**Work to complete:**
For the word "radius", state how many lines of the listing below contain it. Give the number and nothing more.

**Excerpted records:**
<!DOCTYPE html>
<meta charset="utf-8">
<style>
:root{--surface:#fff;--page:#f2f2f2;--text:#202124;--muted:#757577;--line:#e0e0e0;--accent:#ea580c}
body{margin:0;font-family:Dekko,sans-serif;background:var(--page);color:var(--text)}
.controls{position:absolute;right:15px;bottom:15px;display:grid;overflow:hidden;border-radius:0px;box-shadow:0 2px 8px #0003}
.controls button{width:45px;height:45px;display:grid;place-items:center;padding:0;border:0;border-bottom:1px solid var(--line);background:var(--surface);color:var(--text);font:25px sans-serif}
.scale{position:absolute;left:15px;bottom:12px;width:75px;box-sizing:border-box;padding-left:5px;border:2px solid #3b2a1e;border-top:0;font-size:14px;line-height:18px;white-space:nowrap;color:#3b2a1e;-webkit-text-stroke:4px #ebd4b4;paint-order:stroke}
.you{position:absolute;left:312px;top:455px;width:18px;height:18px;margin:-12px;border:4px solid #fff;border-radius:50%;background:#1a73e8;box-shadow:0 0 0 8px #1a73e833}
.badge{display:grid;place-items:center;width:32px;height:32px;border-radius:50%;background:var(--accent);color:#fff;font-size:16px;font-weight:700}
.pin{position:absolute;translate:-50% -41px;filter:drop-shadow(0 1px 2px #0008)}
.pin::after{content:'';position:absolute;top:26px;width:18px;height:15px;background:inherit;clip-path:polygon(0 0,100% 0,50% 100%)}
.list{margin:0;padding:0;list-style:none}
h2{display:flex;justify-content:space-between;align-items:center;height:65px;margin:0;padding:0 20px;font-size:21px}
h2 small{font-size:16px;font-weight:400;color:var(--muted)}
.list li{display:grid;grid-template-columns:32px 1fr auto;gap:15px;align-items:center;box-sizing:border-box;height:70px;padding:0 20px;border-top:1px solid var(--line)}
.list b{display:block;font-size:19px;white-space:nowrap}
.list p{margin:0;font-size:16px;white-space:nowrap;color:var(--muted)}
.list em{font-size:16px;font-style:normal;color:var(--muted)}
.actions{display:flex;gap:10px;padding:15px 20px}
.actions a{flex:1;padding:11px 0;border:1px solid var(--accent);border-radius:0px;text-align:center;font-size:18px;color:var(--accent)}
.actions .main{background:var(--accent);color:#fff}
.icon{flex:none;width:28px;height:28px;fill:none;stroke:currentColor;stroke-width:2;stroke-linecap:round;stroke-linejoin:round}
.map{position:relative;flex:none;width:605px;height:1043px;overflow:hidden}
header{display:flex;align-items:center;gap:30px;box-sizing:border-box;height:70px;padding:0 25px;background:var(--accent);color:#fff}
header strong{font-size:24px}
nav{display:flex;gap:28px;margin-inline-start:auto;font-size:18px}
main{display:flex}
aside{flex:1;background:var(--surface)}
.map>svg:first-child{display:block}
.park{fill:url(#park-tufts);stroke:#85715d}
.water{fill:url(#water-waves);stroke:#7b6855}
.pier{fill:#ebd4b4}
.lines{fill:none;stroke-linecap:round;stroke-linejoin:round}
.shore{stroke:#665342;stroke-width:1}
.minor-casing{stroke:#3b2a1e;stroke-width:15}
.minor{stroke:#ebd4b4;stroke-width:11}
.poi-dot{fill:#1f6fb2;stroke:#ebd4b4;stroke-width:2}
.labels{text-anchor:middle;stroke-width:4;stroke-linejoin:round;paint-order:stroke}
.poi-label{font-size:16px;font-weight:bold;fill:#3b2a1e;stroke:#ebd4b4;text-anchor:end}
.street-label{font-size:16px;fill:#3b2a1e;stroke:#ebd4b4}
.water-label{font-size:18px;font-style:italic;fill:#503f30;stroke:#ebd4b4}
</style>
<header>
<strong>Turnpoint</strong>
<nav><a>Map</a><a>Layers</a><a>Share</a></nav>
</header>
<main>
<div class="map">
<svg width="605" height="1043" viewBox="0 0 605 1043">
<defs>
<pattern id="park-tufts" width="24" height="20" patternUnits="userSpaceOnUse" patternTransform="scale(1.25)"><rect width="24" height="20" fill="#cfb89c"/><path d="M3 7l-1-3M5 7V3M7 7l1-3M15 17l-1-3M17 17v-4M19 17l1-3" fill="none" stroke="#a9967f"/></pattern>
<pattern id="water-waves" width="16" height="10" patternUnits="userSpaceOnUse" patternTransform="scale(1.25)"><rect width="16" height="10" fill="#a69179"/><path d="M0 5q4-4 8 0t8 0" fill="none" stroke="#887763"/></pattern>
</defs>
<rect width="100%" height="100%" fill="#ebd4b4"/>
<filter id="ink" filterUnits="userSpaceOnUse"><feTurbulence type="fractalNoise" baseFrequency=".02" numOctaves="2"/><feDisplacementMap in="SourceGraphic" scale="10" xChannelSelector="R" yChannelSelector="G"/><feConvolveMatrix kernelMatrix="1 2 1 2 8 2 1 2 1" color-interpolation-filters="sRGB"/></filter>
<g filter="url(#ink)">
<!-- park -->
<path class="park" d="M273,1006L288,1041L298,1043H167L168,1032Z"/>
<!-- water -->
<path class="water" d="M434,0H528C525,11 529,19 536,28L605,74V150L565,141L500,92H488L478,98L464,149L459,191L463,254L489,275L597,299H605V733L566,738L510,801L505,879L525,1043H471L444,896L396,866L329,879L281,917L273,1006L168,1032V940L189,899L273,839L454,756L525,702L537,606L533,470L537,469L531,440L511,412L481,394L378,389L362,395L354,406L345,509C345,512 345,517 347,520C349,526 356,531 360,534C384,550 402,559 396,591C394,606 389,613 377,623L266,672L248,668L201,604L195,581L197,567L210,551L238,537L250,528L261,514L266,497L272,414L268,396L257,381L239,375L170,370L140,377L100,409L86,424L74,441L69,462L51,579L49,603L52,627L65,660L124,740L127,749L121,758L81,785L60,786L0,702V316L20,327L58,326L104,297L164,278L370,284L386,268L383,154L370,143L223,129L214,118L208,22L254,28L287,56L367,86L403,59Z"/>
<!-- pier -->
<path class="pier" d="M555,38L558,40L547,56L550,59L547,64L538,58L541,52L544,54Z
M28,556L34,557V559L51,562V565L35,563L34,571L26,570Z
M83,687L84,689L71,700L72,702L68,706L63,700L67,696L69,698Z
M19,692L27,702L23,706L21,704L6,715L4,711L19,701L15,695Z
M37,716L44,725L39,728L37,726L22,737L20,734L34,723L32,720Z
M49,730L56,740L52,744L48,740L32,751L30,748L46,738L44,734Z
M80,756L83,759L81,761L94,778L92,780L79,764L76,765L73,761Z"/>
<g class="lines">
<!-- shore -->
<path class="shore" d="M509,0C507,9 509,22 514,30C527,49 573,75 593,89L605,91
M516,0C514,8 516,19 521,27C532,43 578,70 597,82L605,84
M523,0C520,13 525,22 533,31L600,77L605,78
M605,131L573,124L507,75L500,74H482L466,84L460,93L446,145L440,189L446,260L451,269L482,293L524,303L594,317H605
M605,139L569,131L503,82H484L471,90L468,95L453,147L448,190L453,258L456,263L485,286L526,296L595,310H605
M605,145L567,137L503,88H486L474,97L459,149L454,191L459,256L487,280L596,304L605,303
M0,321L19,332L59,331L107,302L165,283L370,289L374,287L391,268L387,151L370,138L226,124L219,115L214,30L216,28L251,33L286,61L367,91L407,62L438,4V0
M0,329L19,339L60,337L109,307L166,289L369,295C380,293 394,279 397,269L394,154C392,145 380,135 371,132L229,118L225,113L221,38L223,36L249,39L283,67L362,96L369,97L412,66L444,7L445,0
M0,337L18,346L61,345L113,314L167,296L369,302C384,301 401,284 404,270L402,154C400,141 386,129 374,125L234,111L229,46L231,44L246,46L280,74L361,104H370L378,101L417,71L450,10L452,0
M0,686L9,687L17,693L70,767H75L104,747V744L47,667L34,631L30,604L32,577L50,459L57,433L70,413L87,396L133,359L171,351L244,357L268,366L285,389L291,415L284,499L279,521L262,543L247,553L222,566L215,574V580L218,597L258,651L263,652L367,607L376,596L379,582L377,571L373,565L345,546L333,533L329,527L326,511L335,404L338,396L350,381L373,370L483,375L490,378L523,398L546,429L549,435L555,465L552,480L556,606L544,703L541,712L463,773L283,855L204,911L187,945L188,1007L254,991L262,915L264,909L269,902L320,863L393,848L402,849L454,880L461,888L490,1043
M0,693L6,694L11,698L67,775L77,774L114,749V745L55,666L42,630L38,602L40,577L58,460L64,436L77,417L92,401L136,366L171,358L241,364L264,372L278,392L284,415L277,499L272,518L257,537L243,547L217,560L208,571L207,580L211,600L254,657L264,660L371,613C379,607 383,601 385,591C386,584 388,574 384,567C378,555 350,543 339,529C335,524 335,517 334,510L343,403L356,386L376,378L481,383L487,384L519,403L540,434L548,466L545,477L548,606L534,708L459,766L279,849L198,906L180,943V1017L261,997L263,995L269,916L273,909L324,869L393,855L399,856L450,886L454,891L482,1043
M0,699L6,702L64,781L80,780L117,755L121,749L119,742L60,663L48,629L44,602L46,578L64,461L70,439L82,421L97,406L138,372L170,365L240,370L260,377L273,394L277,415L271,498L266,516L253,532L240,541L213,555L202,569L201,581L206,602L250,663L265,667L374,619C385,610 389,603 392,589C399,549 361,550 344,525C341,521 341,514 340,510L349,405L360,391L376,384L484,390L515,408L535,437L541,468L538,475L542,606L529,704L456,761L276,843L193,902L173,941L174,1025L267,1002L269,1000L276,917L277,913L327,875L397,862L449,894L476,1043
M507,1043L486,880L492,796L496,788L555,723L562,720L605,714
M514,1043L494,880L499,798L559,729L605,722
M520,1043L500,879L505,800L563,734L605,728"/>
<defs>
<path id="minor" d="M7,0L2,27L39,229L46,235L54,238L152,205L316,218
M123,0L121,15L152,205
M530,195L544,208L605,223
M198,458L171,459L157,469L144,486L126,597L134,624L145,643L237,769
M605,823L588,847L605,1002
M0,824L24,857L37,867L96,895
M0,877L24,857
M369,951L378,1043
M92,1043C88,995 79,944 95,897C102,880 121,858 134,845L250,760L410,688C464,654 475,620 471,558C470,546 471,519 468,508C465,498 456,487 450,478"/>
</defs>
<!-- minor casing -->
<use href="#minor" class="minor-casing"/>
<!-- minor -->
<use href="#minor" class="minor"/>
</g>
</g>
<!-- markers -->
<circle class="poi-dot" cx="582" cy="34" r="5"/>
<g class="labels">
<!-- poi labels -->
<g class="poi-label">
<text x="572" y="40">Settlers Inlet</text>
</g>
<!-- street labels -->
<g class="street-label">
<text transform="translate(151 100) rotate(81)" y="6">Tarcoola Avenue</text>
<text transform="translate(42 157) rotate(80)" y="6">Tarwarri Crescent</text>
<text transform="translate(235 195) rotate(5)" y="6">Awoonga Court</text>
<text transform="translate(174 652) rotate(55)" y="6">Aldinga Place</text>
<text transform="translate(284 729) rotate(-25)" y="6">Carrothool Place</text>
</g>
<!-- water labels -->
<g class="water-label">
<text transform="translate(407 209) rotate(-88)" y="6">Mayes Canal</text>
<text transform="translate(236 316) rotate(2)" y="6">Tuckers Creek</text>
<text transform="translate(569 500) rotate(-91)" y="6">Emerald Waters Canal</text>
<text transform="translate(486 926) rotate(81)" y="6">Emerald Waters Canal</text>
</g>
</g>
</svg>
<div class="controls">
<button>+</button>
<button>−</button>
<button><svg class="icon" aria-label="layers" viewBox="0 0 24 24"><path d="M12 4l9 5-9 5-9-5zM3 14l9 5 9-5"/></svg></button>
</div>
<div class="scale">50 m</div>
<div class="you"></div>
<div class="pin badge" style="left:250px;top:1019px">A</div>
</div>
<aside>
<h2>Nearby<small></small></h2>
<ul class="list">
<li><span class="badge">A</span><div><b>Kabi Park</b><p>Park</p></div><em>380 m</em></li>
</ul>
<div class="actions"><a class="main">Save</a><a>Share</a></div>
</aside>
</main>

**Solution to the exercise:**
4